It's not just liberal Democrats trying to get rid of mandatory sentencing laws – conservatives, including Sen. Rand Paul, R-Ky., and others have joined the fight.
Paul has co-sponsored the
Justice Safety Valve Act of 2013 with Sen. Patrick Leahy, D-Vt., in an effort to ease crowded prisons. The law would allow judges to consider defendants on a case-by-case basis and hand down less than the mandatory minimum sentence if he or she determines the defendant isn't a threat to public safety.
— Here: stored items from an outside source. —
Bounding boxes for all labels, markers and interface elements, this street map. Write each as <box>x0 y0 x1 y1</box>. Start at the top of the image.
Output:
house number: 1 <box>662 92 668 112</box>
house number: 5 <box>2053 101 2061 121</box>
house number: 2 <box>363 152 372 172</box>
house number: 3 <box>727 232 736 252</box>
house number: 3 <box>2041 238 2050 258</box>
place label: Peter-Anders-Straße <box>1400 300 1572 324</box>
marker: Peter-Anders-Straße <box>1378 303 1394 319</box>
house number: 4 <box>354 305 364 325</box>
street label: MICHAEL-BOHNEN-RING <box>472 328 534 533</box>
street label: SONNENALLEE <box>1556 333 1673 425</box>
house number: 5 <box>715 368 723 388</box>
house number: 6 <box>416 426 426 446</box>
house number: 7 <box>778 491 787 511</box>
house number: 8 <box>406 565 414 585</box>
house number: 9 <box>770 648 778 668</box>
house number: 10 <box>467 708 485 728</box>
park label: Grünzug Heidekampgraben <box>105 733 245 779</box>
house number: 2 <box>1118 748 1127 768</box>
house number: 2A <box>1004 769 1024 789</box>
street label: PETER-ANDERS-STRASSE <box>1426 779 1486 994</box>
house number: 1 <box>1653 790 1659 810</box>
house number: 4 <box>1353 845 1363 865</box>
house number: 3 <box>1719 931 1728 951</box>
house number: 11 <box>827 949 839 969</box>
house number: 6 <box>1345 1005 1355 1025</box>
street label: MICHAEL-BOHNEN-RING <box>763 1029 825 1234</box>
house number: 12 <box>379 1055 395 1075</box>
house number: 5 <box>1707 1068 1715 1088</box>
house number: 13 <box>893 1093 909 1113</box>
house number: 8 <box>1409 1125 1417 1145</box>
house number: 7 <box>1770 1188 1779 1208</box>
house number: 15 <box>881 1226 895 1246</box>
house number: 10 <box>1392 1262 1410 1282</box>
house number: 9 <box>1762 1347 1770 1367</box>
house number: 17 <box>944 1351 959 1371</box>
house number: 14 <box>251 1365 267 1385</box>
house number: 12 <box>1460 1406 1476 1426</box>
The plan saves public dollars, which conservatives like, but it also promotes personal responsibility – another conservative tenet. In addition to the cost of housing prisoners being greatly reduced, offenders are more able to pay restitution when they are working rather than sitting behind bars.
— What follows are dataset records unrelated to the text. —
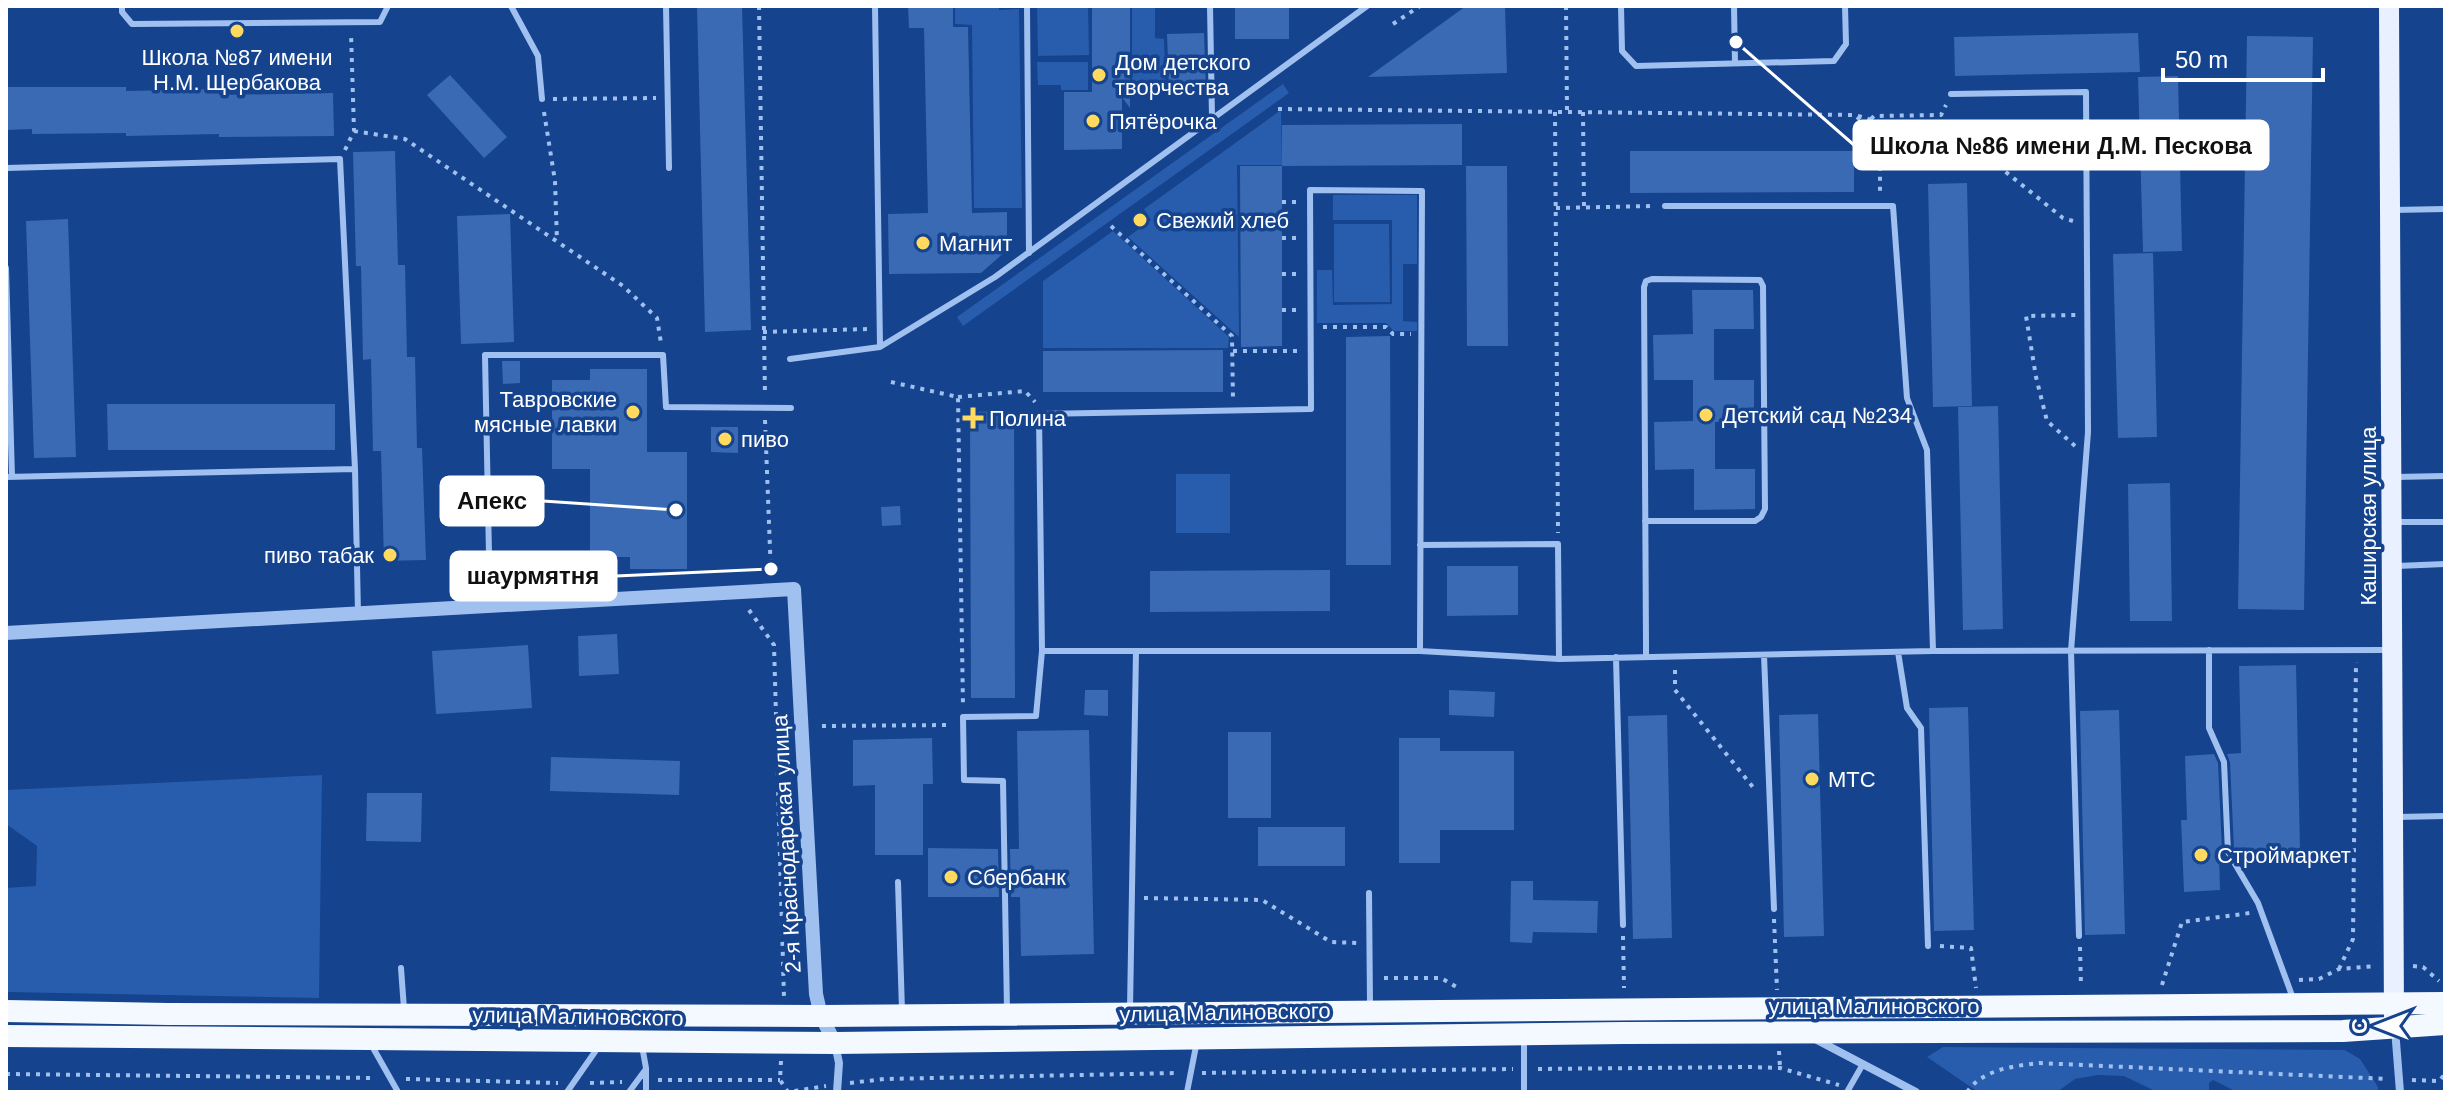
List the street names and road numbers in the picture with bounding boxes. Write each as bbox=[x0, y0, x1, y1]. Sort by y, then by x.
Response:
street label: Каширская улица bbox=[2356, 426, 2381, 606]
street label: 2-я Краснодарская улица bbox=[767, 713, 806, 974]
street label: улица Малиновского bbox=[1768, 994, 1980, 1019]
street label: улица Малиновского bbox=[1119, 998, 1331, 1027]
street label: улица Малиновского bbox=[472, 1002, 684, 1031]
The Texas Public Policy Foundation is a leader in the effort with its
Right on Crime Project. The project has been used on the state level in Georgia, Ohio, Pennsylvania and South Carolina to cut the penalties for low-level drug possession; expand drug courts, which save time and money; take money once used to fund prisons to provide better law-enforcement methods; and expand community-based programs,
reports FoxNews.com.
Prison systems currently cost taxpayers some $50 billion a year, FoxNews.com reports, and people on probation in Texas a few years ago paid $45 million in restitution, while prisoners paid only $500,000.
"Our country’s mandatory minimum laws reflect a Washington-knows-best, one-size-fits-all approach, which undermines the Constitutional Separation of Powers, violates the our bedrock principle that people should be treated as individuals, and costs the taxpayers money without making them any safer," Paul said when he introduced the Justice Safety Valve Act.
Julie Stewart, president of Families Against Mandatory Minimums and Grover Norquist, president of Americans for Tax Reform, authoried an op-ed in
The Hill praising the bill.
They quoted University of Chicago economist and "Freakonmics" author Steven D. Levitt saying he had changed his mind on his pro-prison ideas from the 1990s.
"In the mid-1990s I concluded that the social benefits approximately equaled the costs of incarceration.” Levitt said. But now, “I think we should be shrinking the prison population by at least one-third.”
Attorney General Eric Holder
announced a similar move in August when he directed his office not to pursue some lower-level drug offenders.